• WHAT THE TASK ASKS: Keep only the lines of the listing that include the word "read", and copy them.

____

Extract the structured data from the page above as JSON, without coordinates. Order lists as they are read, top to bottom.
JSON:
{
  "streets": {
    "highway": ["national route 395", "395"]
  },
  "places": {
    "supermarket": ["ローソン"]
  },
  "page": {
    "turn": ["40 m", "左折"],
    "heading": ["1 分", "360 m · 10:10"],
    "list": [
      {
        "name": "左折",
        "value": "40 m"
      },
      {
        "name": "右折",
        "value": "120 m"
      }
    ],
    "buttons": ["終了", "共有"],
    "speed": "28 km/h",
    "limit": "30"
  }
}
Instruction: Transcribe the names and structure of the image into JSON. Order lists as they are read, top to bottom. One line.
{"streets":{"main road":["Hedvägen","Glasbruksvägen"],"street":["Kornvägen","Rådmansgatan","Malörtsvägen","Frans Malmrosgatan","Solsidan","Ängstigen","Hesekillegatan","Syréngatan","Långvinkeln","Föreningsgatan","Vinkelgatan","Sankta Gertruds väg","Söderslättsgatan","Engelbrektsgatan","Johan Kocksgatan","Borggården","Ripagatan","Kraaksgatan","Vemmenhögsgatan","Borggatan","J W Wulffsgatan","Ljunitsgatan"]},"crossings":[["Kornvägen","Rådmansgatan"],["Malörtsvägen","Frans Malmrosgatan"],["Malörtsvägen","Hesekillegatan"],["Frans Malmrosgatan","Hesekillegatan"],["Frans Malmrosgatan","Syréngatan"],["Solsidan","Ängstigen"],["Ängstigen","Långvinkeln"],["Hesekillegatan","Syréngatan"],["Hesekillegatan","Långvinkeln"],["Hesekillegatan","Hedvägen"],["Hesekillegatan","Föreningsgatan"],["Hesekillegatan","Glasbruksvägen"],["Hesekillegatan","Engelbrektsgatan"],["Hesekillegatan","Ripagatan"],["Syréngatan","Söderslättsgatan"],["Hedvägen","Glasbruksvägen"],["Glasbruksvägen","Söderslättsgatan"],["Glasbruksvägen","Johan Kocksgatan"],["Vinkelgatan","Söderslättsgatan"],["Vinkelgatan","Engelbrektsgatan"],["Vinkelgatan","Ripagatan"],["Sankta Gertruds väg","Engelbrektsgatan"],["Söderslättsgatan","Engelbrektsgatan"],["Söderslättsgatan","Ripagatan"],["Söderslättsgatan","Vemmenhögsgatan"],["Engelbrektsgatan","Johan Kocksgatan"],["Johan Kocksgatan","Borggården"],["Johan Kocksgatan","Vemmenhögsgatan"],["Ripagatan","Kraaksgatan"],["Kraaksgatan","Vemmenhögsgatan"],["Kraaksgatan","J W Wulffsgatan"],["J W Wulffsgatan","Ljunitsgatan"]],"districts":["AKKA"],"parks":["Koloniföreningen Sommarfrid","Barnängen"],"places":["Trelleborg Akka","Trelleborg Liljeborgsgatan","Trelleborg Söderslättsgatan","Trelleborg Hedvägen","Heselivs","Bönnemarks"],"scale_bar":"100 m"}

____

• RESULT OF THIS EXERCISE:
Extract the structured data from the page above as JSON, without coordinates. Order lists as they are read, top to bottom.
Instruction: Transcribe the names and structure of the image into JSON. Order lists as they are read, top to bottom. One line.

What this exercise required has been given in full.